Every line of the data below needs to be reproduced exactly.

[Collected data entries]

-=-=-=-=-

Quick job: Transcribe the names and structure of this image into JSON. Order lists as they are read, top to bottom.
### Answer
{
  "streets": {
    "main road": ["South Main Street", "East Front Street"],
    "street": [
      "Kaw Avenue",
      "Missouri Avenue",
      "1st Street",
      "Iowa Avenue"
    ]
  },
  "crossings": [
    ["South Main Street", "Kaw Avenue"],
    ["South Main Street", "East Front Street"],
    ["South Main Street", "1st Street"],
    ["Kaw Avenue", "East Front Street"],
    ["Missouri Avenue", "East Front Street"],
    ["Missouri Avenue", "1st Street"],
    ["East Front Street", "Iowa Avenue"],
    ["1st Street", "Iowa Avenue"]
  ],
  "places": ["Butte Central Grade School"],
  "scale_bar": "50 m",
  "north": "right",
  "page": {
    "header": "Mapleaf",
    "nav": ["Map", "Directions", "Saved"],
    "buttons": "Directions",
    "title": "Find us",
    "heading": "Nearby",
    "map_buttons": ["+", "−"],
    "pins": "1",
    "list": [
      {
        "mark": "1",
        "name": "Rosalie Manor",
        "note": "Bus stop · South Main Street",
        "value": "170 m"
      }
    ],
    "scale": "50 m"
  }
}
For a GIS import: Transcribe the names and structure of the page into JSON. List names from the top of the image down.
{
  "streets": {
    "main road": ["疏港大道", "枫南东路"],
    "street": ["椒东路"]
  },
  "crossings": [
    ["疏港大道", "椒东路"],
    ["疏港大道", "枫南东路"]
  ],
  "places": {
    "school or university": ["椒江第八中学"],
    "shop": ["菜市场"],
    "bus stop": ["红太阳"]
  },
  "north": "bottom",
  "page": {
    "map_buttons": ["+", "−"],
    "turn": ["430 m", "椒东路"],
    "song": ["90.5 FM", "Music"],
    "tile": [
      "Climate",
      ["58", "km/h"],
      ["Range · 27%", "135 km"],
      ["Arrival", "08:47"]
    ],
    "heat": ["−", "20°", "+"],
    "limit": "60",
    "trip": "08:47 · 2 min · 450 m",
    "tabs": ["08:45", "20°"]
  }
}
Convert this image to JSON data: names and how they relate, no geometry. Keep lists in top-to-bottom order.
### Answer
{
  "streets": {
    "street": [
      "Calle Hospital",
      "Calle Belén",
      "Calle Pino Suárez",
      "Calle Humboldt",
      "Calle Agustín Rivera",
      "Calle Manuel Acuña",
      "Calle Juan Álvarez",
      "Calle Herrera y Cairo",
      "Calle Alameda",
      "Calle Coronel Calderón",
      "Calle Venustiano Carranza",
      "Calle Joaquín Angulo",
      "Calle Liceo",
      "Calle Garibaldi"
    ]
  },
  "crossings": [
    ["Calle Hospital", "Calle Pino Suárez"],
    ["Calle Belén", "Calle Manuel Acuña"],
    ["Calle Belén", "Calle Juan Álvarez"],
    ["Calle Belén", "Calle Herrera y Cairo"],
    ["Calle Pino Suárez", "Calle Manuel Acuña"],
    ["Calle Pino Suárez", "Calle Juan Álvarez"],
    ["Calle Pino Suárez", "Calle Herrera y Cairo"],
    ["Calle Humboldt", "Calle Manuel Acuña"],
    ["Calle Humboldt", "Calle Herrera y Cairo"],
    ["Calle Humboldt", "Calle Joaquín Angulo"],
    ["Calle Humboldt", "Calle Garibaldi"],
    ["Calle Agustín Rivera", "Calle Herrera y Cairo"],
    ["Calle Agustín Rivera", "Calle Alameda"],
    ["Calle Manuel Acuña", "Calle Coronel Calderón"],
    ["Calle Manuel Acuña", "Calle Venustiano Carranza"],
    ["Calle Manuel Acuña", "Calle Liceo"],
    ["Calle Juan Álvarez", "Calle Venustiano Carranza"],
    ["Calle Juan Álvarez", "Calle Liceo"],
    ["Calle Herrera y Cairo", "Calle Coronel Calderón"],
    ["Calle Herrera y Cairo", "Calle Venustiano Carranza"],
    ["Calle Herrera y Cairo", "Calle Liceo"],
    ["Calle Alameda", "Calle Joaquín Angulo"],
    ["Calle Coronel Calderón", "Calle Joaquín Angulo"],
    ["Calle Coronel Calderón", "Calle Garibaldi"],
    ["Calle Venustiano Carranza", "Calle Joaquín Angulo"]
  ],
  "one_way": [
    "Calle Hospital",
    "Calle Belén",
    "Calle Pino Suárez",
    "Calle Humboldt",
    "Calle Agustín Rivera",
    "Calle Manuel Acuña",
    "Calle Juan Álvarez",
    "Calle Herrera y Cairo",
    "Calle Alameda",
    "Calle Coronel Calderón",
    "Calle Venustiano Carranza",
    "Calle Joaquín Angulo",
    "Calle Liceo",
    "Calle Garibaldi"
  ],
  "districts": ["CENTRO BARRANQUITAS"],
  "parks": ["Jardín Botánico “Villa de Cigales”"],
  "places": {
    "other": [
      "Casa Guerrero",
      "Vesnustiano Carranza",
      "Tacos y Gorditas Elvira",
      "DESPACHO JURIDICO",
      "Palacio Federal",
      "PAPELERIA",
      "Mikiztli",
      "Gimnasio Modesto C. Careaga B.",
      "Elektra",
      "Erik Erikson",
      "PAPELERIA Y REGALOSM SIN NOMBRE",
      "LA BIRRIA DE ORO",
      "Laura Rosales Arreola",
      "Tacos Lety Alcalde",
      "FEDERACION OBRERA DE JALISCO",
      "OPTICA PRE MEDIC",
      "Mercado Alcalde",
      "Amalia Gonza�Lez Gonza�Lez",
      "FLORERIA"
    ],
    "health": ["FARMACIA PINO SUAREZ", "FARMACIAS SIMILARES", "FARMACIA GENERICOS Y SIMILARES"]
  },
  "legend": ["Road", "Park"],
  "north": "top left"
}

-=-=-=-=-

COMPLETED EXERCISE →
Quick job: Transcribe the names and structure of this image into JSON. Order lists as they are read, top to bottom.
### Answer
{
  "streets": {
    "main road": ["South Main Street", "East Front Street"],
    "street": [
      "Kaw Avenue",
      "Missouri Avenue",
      "1st Street",
      "Iowa Avenue"
    ]
  },
  "crossings": [
    ["South Main Street", "Kaw Avenue"],
    ["South Main Street", "East Front Street"],
    ["South Main Street", "1st Street"],
    ["Kaw Avenue", "East Front Street"],
    ["Missouri Avenue", "East Front Street"],
    ["Missouri Avenue", "1st Street"],
    ["East Front Street", "Iowa Avenue"],
    ["1st Street", "Iowa Avenue"]
  ],
  "places": ["Butte Central Grade School"],
  "scale_bar": "50 m",
  "north": "right",
  "page": {
    "header": "Mapleaf",
    "nav": ["Map", "Directions", "Saved"],
    "buttons": "Directions",
    "title": "Find us",
    "heading": "Nearby",
    "map_buttons": ["+", "−"],
    "pins": "1",
    "list": [
      {
        "mark": "1",
        "name": "Rosalie Manor",
        "note": "Bus stop · South Main Street",
        "value": "170 m"
      }
    ],
    "scale": "50 m"
  }
}
For a GIS import: Transcribe the names and structure of the page into JSON. List names from the top of the image down.
{
  "streets": {
    "main road": ["疏港大道", "枫南东路"],
    "street": ["椒东路"]
  },
  "crossings": [
    ["疏港大道", "椒东路"],
    ["疏港大道", "枫南东路"]
  ],
  "places": {
    "school or university": ["椒江第八中学"],
    "shop": ["菜市场"],
    "bus stop": ["红太阳"]
  },
  "north": "bottom",
  "page": {
    "map_buttons": ["+", "−"],
    "turn": ["430 m", "椒东路"],
    "song": ["90.5 FM", "Music"],
    "tile": [
      "Climate",
      ["58", "km/h"],
      ["Range · 27%", "135 km"],
      ["Arrival", "08:47"]
    ],
    "heat": ["−", "20°", "+"],
    "limit": "60",
    "trip": "08:47 · 2 min · 450 m",
    "tabs": ["08:45", "20°"]
  }
}
Convert this image to JSON data: names and how they relate, no geometry. Keep lists in top-to-bottom order.
### Answer
{
  "streets": {
    "street": [
      "Calle Hospital",
      "Calle Belén",
      "Calle Pino Suárez",
      "Calle Humboldt",
      "Calle Agustín Rivera",
      "Calle Manuel Acuña",
      "Calle Juan Álvarez",
      "Calle Herrera y Cairo",
      "Calle Alameda",
      "Calle Coronel Calderón",
      "Calle Venustiano Carranza",
      "Calle Joaquín Angulo",
      "Calle Liceo",
      "Calle Garibaldi"
    ]
  },
  "crossings": [
    ["Calle Hospital", "Calle Pino Suárez"],
    ["Calle Belén", "Calle Manuel Acuña"],
    ["Calle Belén", "Calle Juan Álvarez"],
    ["Calle Belén", "Calle Herrera y Cairo"],
    ["Calle Pino Suárez", "Calle Manuel Acuña"],
    ["Calle Pino Suárez", "Calle Juan Álvarez"],
    ["Calle Pino Suárez", "Calle Herrera y Cairo"],
    ["Calle Humboldt", "Calle Manuel Acuña"],
    ["Calle Humboldt", "Calle Herrera y Cairo"],
    ["Calle Humboldt", "Calle Joaquín Angulo"],
    ["Calle Humboldt", "Calle Garibaldi"],
    ["Calle Agustín Rivera", "Calle Herrera y Cairo"],
    ["Calle Agustín Rivera", "Calle Alameda"],
    ["Calle Manuel Acuña", "Calle Coronel Calderón"],
    ["Calle Manuel Acuña", "Calle Venustiano Carranza"],
    ["Calle Manuel Acuña", "Calle Liceo"],
    ["Calle Juan Álvarez", "Calle Venustiano Carranza"],
    ["Calle Juan Álvarez", "Calle Liceo"],
    ["Calle Herrera y Cairo", "Calle Coronel Calderón"],
    ["Calle Herrera y Cairo", "Calle Venustiano Carranza"],
    ["Calle Herrera y Cairo", "Calle Liceo"],
    ["Calle Alameda", "Calle Joaquín Angulo"],
    ["Calle Coronel Calderón", "Calle Joaquín Angulo"],
    ["Calle Coronel Calderón", "Calle Garibaldi"],
    ["Calle Venustiano Carranza", "Calle Joaquín Angulo"]
  ],
  "one_way": [
    "Calle Hospital",
    "Calle Belén",
    "Calle Pino Suárez",
    "Calle Humboldt",
    "Calle Agustín Rivera",
    "Calle Manuel Acuña",
    "Calle Juan Álvarez",
    "Calle Herrera y Cairo",
    "Calle Alameda",
    "Calle Coronel Calderón",
    "Calle Venustiano Carranza",
    "Calle Joaquín Angulo",
    "Calle Liceo",
    "Calle Garibaldi"
  ],
  "districts": ["CENTRO BARRANQUITAS"],
  "parks": ["Jardín Botánico “Villa de Cigales”"],
  "places": {
    "other": [
      "Casa Guerrero",
      "Vesnustiano Carranza",
      "Tacos y Gorditas Elvira",
      "DESPACHO JURIDICO",
      "Palacio Federal",
      "PAPELERIA",
      "Mikiztli",
      "Gimnasio Modesto C. Careaga B.",
      "Elektra",
      "Erik Erikson",
      "PAPELERIA Y REGALOSM SIN NOMBRE",
      "LA BIRRIA DE ORO",
      "Laura Rosales Arreola",
      "Tacos Lety Alcalde",
      "FEDERACION OBRERA DE JALISCO",
      "OPTICA PRE MEDIC",
      "Mercado Alcalde",
      "Amalia Gonza�Lez Gonza�Lez",
      "FLORERIA"
    ],
    "health": ["FARMACIA PINO SUAREZ", "FARMACIAS SIMILARES", "FARMACIA GENERICOS Y SIMILARES"]
  },
  "legend": ["Road", "Park"],
  "north": "top left"
}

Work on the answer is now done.